Assigned task: Return every record below exactly as written, but leave out the pictures.

****************

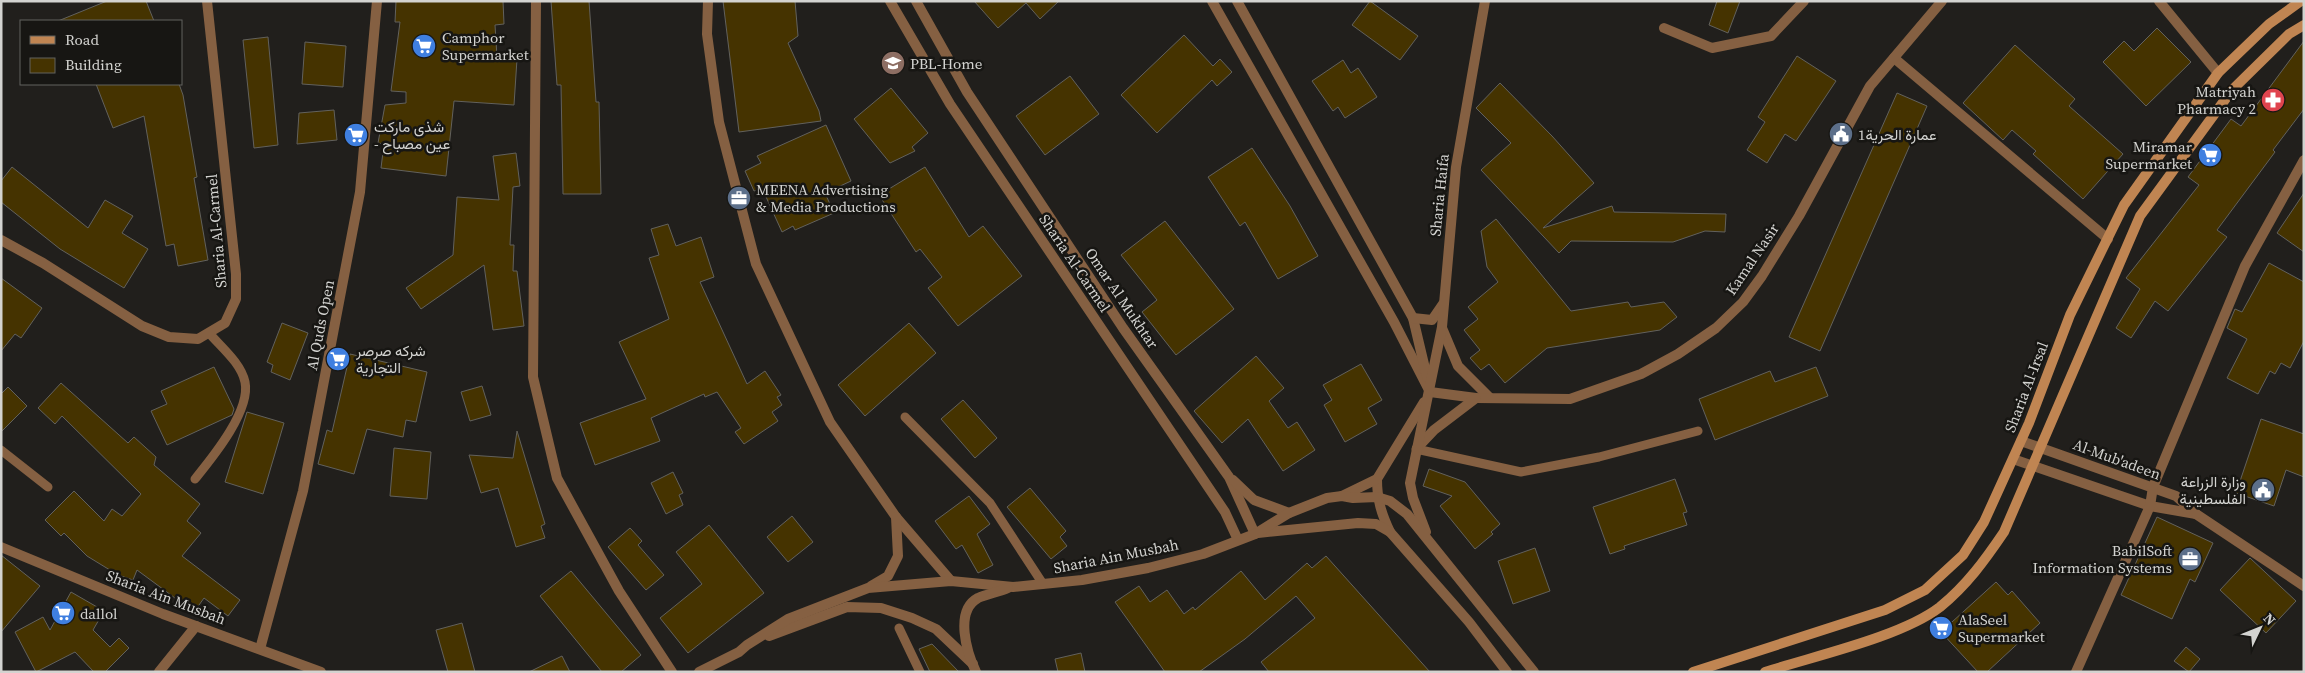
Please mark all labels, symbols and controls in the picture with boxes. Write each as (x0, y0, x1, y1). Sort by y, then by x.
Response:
legend (20, 20, 182, 85)
place label: Camphor Supermarket (442, 27, 529, 65)
text: Road (65, 29, 99, 50)
supermarket icon: Camphor Supermarket (411, 33, 437, 59)
school or university icon: PBL-Home (880, 50, 906, 76)
place label: PBL-Home (910, 53, 983, 74)
text: Building (65, 54, 122, 75)
place label: Matriyah Pharmacy 2 (2177, 81, 2256, 119)
pharmacy icon: Matriyah Pharmacy 2 (2260, 87, 2286, 113)
place label: شذى ماركت - عين مصباح (374, 116, 451, 155)
public building icon: عمارة الحرية1 (1828, 121, 1854, 147)
supermarket icon: شذى ماركت - عين مصباح (343, 122, 369, 148)
place label: عمارة الحرية1 (1858, 124, 1937, 145)
place label: Miramar Supermarket (2105, 136, 2193, 174)
supermarket icon: Miramar Supermarket (2197, 142, 2223, 168)
street label: Sharia Haifa (1424, 152, 1454, 237)
street label: Sharia Al-Carmel (201, 173, 231, 289)
place label: MEENA Advertising & Media Productions (756, 179, 896, 217)
office icon: MEENA Advertising & Media Productions (726, 185, 752, 211)
street label: Sharia Al-Carmel (1034, 210, 1116, 317)
street label: Kamal Nasir (1720, 218, 1784, 299)
street label: Omar Al Mukhtar (1080, 243, 1164, 353)
street label: Al Quds Open (301, 278, 339, 372)
street label: Sharia Al-Irsal (1999, 338, 2053, 435)
place label: شركه صرصر التجارية (355, 340, 426, 378)
supermarket icon: شركه صرصر التجارية (325, 346, 351, 372)
street label: Al-Mub'adeen (2070, 433, 2164, 485)
place label: وزارة الزراعة الفلسطينية (2179, 471, 2246, 509)
public building icon: وزارة الزراعة الفلسطينية (2250, 477, 2276, 503)
street label: Sharia Ain Musbah (1052, 534, 1180, 578)
place label: BabilSoft Information Systems (2032, 540, 2172, 578)
office icon: BabilSoft Information Systems (2177, 546, 2203, 572)
street label: Sharia Ain Musbah (103, 564, 229, 630)
supermarket icon: dallol (50, 600, 76, 626)
place label: dallol (80, 603, 118, 624)
north arrow (2235, 603, 2285, 653)
place label: AlaSeel Supermarket (1958, 609, 2045, 647)
text: N (2259, 609, 2280, 630)
supermarket icon: AlaSeel Supermarket (1928, 615, 1954, 641)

****************

Result for this exercise:
Please mark all labels, symbols and controls in the picture with boxes. Write each as (x0, y0, x1, y1). Sort by y, then by x.
Response:
legend (20, 20, 182, 85)
place label: Camphor Supermarket (442, 27, 529, 65)
text: Road (65, 29, 99, 50)
supermarket icon: Camphor Supermarket (411, 33, 437, 59)
school or university icon: PBL-Home (880, 50, 906, 76)
place label: PBL-Home (910, 53, 983, 74)
text: Building (65, 54, 122, 75)
place label: Matriyah Pharmacy 2 (2177, 81, 2256, 119)
pharmacy icon: Matriyah Pharmacy 2 (2260, 87, 2286, 113)
place label: شذى ماركت - عين مصباح (374, 116, 451, 155)
public building icon: عمارة الحرية1 (1828, 121, 1854, 147)
supermarket icon: شذى ماركت - عين مصباح (343, 122, 369, 148)
place label: عمارة الحرية1 (1858, 124, 1937, 145)
place label: Miramar Supermarket (2105, 136, 2193, 174)
supermarket icon: Miramar Supermarket (2197, 142, 2223, 168)
street label: Sharia Haifa (1424, 152, 1454, 237)
street label: Sharia Al-Carmel (201, 173, 231, 289)
place label: MEENA Advertising & Media Productions (756, 179, 896, 217)
office icon: MEENA Advertising & Media Productions (726, 185, 752, 211)
street label: Sharia Al-Carmel (1034, 210, 1116, 317)
street label: Kamal Nasir (1720, 218, 1784, 299)
street label: Omar Al Mukhtar (1080, 243, 1164, 353)
street label: Al Quds Open (301, 278, 339, 372)
street label: Sharia Al-Irsal (1999, 338, 2053, 435)
place label: شركه صرصر التجارية (355, 340, 426, 378)
supermarket icon: شركه صرصر التجارية (325, 346, 351, 372)
street label: Al-Mub'adeen (2070, 433, 2164, 485)
place label: وزارة الزراعة الفلسطينية (2179, 471, 2246, 509)
public building icon: وزارة الزراعة الفلسطينية (2250, 477, 2276, 503)
street label: Sharia Ain Musbah (1052, 534, 1180, 578)
place label: BabilSoft Information Systems (2032, 540, 2172, 578)
office icon: BabilSoft Information Systems (2177, 546, 2203, 572)
street label: Sharia Ain Musbah (103, 564, 229, 630)
supermarket icon: dallol (50, 600, 76, 626)
place label: dallol (80, 603, 118, 624)
north arrow (2235, 603, 2285, 653)
place label: AlaSeel Supermarket (1958, 609, 2045, 647)
text: N (2259, 609, 2280, 630)
supermarket icon: AlaSeel Supermarket (1928, 615, 1954, 641)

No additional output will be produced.